Section 5. Removal. If in the judgment of two thirds of the Board of Directors present and voting, due cause is found for the removal of a director, such director shall be advised in writing by the Secretary, the basis for such decision. Within fourteen (14) days of receipt of notice from the Secretary, the director must give written notice to the Secretary within fourteen (14) days of the intention to appeal to the members at the next Annual Meeting and shall retain full rights as a director until the appeal is acted upon and removal is sustained by a two thirds majority of the votes cast. The subject director shall not be present when the vote is taken.
Section 6. Meetings. The Board of Directors shall hold a minimum of three (3) regular meetings per year and may hold special meetings as the President or seven (7) of the directors may request. The Board of Directors may cancel any Board meeting for cause.

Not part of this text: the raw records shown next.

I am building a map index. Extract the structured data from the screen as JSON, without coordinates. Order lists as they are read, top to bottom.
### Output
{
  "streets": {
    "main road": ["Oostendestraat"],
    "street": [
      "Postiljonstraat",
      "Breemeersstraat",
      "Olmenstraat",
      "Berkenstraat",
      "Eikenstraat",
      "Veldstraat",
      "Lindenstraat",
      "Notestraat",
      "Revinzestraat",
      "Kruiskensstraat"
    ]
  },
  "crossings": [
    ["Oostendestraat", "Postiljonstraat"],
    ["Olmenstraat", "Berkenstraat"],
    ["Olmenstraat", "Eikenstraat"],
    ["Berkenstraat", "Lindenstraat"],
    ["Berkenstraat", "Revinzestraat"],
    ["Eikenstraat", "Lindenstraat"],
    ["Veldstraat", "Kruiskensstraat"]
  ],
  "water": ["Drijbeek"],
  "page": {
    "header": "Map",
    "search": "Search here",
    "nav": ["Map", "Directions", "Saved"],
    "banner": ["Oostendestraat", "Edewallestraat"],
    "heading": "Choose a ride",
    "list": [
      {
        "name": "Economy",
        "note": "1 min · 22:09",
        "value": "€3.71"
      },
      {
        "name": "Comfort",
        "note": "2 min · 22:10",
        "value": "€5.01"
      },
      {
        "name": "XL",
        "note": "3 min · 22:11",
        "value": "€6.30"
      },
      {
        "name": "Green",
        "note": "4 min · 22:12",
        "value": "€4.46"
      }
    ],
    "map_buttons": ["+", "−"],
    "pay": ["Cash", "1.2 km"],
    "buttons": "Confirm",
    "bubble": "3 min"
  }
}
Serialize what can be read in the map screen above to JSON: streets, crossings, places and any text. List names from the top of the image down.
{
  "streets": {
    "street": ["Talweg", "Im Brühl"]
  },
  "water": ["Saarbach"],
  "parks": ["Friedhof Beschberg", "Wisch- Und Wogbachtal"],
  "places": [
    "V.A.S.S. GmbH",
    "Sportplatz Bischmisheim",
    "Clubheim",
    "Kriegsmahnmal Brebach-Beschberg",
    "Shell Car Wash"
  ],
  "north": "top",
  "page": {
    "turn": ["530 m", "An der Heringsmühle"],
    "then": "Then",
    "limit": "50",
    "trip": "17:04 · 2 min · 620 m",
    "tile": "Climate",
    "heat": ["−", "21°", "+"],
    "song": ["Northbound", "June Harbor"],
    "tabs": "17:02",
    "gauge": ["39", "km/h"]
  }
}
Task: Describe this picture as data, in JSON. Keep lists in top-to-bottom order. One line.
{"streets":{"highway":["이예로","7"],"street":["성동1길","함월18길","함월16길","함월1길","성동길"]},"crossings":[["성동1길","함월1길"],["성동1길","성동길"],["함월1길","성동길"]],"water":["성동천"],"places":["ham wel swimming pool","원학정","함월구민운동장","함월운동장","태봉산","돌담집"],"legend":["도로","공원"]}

Section 7. Voting. Each member of the Board has one (1) vote. No proxies are allowed. The President will only vote on those issues where such vote breaks a tie.
Section 8. Procedures. The meetings of the Board of Directors shall be conducted in accordance with the current edition of Robert’s Rules of Order, except where modified by these bylaws.
Section 9. Voting by Special Ballot. When specific action by the Board of Directors is needed between scheduled meetings and the President determines it is unnecessary to call a special meeting of the Board, a special ballot may be used. Special ballots shall be sent by first class priority mail, facsimile or other electronic means and Board members given five working days to respond in writing. All special ballots must be signed and dated. Two-thirds (2/3) of the total members of the Board must respond and a two thirds (2/3) vote of those responding is necessary for passage.
Section 10. Notice. At least forty five (45) days prior to any regular meeting of the Board of Directors, the Secretary shall provide written notice stating the time and place to each director. Notice of special meetings shall be given five (5) days in advance by mail, telephone facsimile or other electronic means, stating time, place and purpose of such meeting.
Section 11. Quorum. At any meeting of the Board of Directors, one half of the total members of the Board shall constitute a quorum for the purpose of acting on business of the Association.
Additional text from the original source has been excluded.